== Directions ==
Every line of the records below that holds the word "Bermúdez" should be copied out.

+ + + + +

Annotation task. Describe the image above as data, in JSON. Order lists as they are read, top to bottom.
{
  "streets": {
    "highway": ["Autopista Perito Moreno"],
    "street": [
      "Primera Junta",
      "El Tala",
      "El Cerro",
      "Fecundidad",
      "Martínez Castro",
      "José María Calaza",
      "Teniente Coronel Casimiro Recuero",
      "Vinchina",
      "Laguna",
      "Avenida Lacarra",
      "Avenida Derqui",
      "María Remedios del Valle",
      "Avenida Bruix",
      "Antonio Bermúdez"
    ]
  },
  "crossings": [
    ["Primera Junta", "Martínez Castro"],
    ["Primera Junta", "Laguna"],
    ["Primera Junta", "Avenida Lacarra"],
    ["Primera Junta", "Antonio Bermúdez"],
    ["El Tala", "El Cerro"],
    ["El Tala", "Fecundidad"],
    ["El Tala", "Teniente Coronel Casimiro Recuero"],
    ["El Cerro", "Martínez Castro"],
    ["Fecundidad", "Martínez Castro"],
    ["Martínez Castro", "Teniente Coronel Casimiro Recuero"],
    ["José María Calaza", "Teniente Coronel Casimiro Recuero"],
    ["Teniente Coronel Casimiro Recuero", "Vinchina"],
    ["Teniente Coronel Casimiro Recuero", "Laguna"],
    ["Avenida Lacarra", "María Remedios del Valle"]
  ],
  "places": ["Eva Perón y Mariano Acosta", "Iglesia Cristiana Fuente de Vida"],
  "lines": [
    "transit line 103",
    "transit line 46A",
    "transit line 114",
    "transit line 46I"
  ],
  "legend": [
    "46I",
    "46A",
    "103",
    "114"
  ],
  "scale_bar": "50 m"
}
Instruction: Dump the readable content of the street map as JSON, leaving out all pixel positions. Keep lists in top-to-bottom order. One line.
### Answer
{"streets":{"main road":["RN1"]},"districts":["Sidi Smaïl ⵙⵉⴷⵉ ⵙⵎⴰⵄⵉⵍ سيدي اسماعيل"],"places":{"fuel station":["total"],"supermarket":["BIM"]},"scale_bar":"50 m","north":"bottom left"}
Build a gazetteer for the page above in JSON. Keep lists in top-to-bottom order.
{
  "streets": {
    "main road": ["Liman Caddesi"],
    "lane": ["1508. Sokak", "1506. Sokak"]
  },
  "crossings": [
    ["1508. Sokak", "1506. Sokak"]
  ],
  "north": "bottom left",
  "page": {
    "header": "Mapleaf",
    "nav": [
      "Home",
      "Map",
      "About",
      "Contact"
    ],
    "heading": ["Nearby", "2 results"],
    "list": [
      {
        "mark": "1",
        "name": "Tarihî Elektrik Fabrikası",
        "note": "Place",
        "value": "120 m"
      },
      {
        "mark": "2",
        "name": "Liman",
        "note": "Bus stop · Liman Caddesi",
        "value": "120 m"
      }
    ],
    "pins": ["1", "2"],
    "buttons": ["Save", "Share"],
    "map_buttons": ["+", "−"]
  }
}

+ + + + +

== Finished exercise ==
      "Antonio Bermúdez"
    ["Primera Junta", "Antonio Bermúdez"],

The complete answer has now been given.